Reason 3: Nothing inspires innovation in the scientific community more than large federal funding opportunities. NIH’s Big Data to Knowledge (BD2K), NCI’s Cancer Cloud Pilot and NSF’s BIG Data Science and Engineering programs are just a few of many programs that support the research community’s innovative and economical uses for the cloud to accelerate scientific discovery. These opportunities will enhance access to data from federally funded projects, innovate to increase compute efficiency and scalability, accelerate bioinformatics tool development, and above all, serve researchers with limited or no high performance computing access.

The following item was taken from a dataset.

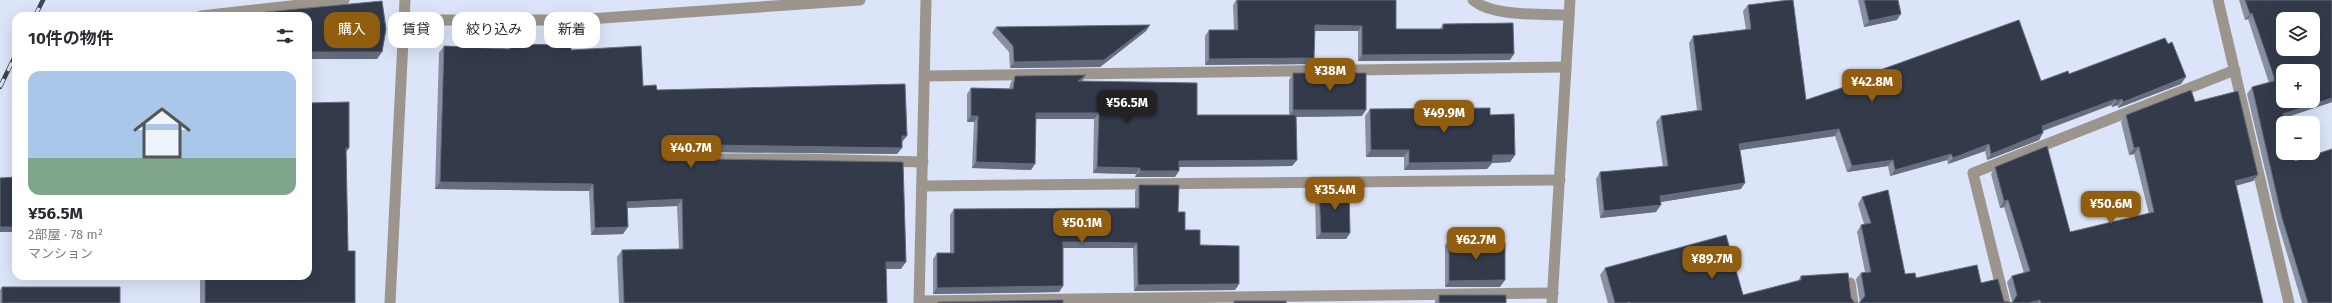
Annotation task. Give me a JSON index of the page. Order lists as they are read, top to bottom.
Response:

So, what’s the flip side? We have found that scientists must be cautious while selecting the right cloud (or other IT) solution for their needs, and several key factors must be considered.  Access to large datasets from the cloud will require adequate network bandwidth to transfer data. Tools that run well on local computing resources may have to be re-engineered for the cloud.  For example, in our own work involving exome and RNAseq data, we configured Galaxy NGS tools to take advantage of Amazon cloud resources. While economy of scale is touted as an advantage of cloud-based data management solutions, it can actually turn out to be very expensive to pull data out of the cloud. Appropriate security policies need to be put in place, especially when handling patient data on the cloud. Above all, if the larger scientific community is to fully embrace cloud-based tools, cloud projects must be engineered for end users, hiding all the complexities of the operations of data storage and computes.

My prediction for 2014 is that we will definitely see an increase in biomedical applications of the cloud. This will include usage expansions on both public (e.g. Amazon cloud) and private (e.g. U. Chicago’s Bionimbus) clouds. On that note, I wish you all a very happy new year and happy computing!